• Description of the task: Look through the entries. Copy each line that has the word "heat".

[Stored items]
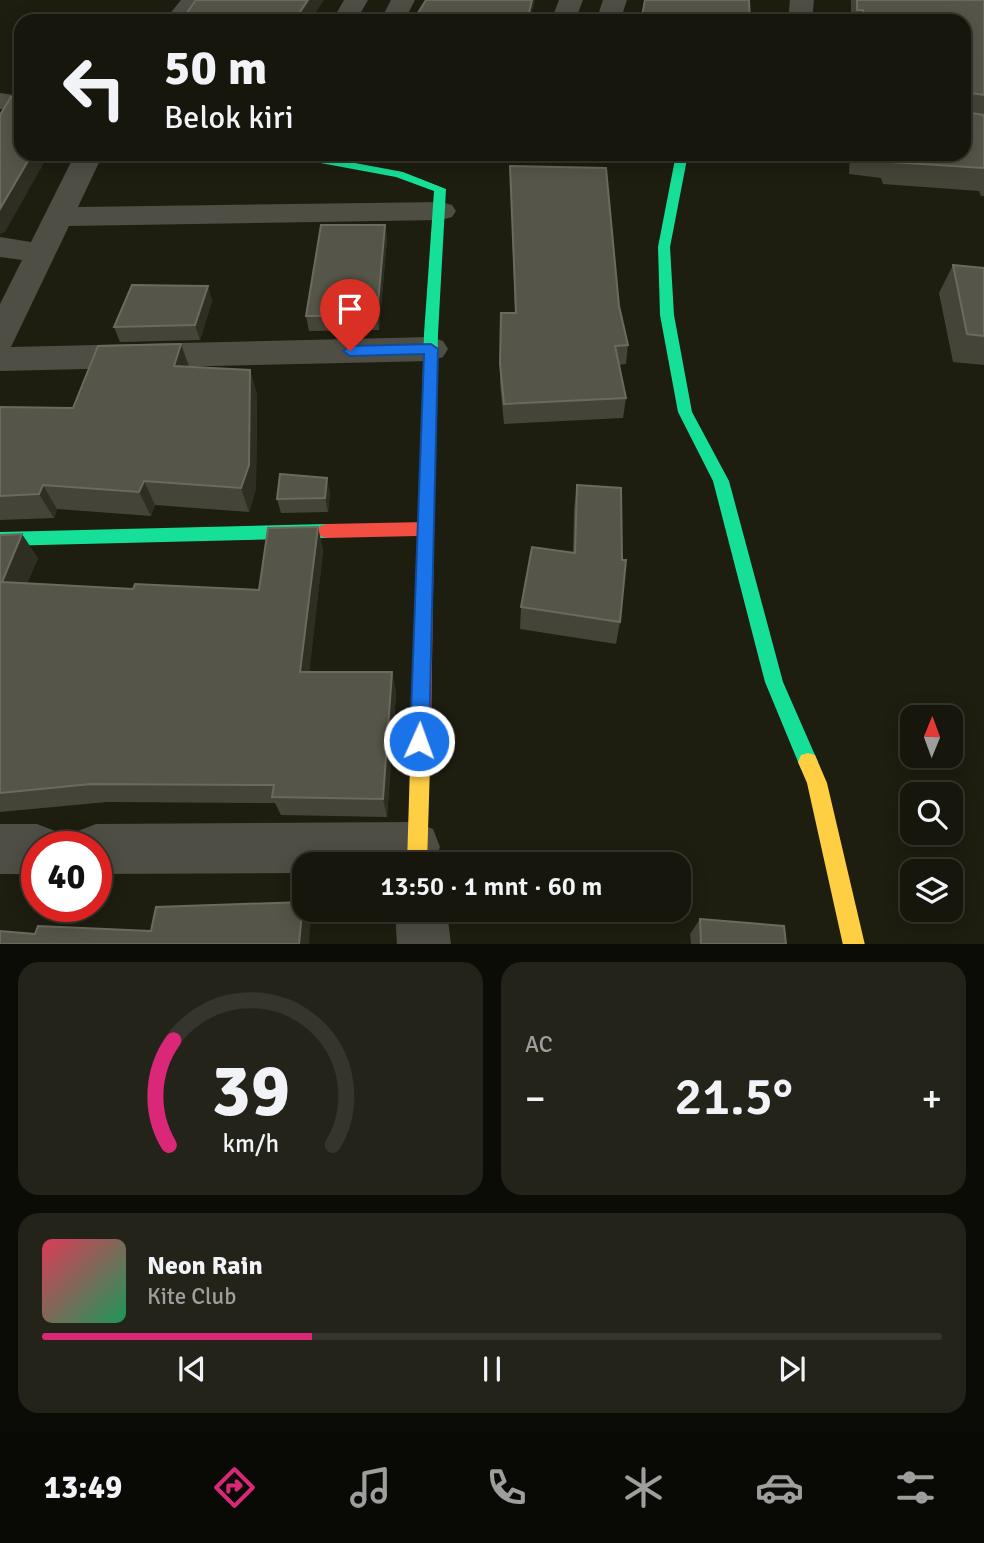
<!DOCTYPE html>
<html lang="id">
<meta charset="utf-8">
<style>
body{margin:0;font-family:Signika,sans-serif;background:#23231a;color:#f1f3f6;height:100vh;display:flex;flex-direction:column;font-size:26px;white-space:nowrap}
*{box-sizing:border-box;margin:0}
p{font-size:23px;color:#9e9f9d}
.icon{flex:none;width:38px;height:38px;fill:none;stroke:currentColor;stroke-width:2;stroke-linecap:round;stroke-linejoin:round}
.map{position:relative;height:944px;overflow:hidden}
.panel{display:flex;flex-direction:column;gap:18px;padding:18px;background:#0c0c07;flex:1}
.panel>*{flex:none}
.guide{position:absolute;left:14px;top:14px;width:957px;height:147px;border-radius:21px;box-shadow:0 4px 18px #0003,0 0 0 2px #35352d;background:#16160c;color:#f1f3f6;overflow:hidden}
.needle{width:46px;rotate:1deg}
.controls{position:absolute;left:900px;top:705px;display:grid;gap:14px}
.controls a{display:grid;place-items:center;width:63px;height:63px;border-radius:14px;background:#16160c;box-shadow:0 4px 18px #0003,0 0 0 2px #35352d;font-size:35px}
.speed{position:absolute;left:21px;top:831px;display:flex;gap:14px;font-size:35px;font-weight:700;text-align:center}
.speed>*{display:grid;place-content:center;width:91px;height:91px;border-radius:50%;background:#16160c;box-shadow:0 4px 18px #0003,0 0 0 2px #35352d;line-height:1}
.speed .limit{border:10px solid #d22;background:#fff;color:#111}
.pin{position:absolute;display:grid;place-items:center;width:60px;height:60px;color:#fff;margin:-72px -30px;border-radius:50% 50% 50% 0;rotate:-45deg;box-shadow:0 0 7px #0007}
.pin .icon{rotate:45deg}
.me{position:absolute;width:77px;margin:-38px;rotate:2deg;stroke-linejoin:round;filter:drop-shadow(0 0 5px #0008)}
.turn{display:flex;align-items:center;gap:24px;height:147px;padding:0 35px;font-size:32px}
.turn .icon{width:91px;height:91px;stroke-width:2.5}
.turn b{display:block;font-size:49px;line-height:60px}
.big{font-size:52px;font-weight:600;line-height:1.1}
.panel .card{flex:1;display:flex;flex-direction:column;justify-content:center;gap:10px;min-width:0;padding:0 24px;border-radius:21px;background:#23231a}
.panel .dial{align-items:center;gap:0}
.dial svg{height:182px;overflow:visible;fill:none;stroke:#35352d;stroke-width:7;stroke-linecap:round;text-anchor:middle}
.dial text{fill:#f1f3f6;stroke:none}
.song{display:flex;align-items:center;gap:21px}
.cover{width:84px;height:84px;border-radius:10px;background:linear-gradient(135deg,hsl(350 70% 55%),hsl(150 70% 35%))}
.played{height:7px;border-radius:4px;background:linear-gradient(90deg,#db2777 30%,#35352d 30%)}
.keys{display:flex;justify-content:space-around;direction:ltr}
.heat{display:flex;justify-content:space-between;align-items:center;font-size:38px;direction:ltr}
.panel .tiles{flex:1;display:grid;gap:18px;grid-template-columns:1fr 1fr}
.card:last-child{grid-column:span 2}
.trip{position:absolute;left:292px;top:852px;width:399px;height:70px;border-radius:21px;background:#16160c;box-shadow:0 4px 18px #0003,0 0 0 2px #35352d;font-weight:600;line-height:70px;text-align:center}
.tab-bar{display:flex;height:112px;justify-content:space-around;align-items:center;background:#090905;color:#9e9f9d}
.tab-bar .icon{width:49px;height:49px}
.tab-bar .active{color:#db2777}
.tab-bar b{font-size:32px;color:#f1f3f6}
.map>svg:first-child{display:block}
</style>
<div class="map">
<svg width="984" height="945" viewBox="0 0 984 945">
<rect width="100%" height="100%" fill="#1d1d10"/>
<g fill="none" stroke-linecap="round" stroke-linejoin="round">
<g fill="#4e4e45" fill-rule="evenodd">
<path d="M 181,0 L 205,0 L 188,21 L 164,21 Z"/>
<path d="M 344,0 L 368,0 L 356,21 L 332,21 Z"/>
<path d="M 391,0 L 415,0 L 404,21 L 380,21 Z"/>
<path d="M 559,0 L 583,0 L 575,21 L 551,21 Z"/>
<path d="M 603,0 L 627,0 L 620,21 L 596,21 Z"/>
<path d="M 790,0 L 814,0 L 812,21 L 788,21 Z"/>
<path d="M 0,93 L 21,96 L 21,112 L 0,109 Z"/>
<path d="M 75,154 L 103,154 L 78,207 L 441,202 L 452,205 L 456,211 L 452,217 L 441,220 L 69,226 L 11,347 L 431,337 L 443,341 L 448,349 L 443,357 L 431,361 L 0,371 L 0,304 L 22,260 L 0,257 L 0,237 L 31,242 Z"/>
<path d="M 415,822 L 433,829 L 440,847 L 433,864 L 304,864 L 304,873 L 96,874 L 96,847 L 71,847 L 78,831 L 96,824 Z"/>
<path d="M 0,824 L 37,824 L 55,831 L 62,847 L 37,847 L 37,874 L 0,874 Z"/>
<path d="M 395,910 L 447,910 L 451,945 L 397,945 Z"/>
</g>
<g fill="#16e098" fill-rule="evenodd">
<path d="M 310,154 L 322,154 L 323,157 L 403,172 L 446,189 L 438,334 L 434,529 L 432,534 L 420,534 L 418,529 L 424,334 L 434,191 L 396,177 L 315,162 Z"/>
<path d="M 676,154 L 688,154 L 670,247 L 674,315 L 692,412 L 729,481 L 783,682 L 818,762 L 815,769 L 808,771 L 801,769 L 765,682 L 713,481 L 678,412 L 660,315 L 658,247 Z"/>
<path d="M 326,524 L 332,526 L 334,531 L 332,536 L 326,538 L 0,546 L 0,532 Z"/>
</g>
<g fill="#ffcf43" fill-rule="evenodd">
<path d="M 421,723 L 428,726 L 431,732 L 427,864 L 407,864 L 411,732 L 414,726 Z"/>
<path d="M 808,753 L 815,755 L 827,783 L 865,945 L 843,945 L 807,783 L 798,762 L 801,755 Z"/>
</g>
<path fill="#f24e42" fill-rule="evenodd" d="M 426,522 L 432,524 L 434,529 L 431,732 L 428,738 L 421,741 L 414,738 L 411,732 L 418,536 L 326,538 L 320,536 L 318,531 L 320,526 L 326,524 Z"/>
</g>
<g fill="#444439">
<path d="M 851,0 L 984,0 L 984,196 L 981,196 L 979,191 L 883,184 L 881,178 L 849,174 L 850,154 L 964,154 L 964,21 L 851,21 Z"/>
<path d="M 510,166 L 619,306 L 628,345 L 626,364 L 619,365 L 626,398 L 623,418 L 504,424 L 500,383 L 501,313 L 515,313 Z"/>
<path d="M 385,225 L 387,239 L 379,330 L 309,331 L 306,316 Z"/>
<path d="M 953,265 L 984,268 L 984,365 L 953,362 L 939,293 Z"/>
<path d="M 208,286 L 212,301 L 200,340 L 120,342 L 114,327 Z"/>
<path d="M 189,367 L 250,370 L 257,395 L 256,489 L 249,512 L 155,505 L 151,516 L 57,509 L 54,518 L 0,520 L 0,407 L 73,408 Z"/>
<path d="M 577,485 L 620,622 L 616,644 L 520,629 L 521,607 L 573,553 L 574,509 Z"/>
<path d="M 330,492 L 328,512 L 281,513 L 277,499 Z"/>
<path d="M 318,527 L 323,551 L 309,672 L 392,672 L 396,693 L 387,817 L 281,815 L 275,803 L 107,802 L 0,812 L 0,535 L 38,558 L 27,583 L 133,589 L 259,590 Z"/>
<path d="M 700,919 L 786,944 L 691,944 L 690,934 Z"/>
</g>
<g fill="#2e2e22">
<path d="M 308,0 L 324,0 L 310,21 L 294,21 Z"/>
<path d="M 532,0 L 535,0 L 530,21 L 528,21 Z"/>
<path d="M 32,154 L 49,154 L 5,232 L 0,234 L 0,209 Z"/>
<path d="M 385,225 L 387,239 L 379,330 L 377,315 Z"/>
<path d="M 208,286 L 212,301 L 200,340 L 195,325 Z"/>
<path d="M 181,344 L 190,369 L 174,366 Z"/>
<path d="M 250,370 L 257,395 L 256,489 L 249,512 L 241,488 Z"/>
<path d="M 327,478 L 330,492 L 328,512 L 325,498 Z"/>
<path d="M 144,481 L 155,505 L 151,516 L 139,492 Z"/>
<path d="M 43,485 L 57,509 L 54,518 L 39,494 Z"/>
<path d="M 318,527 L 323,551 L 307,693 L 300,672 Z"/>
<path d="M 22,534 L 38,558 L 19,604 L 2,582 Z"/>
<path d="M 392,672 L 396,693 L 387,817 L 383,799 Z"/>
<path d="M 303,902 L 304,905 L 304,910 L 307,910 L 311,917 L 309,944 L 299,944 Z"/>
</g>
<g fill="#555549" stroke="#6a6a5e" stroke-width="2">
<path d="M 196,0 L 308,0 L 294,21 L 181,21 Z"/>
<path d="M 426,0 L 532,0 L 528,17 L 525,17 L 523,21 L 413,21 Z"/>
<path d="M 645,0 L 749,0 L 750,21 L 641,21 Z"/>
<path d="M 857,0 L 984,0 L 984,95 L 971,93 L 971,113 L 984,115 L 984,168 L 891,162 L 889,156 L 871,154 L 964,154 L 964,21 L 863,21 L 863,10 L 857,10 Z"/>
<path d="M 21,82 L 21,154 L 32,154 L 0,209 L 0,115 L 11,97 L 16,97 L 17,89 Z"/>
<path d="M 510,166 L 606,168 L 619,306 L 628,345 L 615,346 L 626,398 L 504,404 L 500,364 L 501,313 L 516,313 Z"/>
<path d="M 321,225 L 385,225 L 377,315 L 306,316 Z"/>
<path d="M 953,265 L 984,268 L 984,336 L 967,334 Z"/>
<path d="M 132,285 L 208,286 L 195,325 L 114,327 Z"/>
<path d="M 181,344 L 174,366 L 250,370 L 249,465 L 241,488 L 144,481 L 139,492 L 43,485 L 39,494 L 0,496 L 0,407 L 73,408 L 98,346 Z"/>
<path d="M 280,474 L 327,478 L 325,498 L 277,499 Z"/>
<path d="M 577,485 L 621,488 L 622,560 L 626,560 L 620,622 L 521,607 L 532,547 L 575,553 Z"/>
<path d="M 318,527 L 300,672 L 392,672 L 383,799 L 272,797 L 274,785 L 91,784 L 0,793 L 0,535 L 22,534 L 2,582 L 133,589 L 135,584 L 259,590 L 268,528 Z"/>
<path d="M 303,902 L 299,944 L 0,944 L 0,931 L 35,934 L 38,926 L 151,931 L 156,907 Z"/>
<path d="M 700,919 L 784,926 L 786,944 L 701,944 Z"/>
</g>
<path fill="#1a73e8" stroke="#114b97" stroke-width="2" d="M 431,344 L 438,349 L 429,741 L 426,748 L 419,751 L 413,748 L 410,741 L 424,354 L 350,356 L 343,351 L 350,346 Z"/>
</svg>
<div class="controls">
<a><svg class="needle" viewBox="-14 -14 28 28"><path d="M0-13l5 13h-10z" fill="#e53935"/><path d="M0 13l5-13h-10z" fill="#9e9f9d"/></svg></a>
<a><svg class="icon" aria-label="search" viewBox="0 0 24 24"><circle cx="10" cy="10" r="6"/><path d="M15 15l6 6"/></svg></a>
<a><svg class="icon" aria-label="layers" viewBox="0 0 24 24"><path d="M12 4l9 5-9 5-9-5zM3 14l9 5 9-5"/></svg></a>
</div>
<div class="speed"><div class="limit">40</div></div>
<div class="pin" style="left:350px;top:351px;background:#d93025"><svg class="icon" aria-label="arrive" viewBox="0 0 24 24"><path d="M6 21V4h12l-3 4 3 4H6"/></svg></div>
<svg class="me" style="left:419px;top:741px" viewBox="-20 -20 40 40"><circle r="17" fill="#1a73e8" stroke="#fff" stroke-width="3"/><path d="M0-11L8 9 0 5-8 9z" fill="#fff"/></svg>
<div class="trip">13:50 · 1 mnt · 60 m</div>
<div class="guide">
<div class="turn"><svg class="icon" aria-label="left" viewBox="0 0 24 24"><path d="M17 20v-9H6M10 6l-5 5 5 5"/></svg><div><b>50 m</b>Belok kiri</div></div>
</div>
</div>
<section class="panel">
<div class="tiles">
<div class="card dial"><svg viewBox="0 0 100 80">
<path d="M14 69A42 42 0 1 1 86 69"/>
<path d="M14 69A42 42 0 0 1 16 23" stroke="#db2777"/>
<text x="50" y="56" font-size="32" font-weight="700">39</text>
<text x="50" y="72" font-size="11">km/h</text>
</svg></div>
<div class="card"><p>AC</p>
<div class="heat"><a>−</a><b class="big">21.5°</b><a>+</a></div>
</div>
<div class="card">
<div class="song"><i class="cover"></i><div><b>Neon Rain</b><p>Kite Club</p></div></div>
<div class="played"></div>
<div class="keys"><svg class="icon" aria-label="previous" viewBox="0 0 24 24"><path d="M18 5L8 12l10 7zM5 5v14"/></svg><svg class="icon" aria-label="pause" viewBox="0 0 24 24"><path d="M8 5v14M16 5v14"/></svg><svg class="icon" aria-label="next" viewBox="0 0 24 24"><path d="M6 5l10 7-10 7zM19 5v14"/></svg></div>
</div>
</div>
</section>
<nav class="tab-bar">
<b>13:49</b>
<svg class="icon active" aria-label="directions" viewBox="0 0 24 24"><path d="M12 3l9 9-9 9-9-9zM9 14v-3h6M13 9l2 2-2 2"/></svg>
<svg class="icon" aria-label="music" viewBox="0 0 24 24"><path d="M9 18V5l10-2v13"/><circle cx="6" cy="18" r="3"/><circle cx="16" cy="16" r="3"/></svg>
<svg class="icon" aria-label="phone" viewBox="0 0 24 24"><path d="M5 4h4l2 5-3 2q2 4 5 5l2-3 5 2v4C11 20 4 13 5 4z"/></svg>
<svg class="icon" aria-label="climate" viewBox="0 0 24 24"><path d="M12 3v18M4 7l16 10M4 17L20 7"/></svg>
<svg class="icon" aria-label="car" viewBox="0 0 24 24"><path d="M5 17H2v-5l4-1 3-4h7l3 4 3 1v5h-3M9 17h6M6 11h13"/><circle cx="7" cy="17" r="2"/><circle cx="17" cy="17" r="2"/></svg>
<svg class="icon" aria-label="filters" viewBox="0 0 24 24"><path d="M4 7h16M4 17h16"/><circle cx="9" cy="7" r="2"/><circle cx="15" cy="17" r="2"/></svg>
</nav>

• Final answer:
.heat{display:flex;justify-content:space-between;align-items:center;font-size:38px;direction:ltr}
<div class="heat"><a>−</a><b class="big">21.5°</b><a>+</a></div>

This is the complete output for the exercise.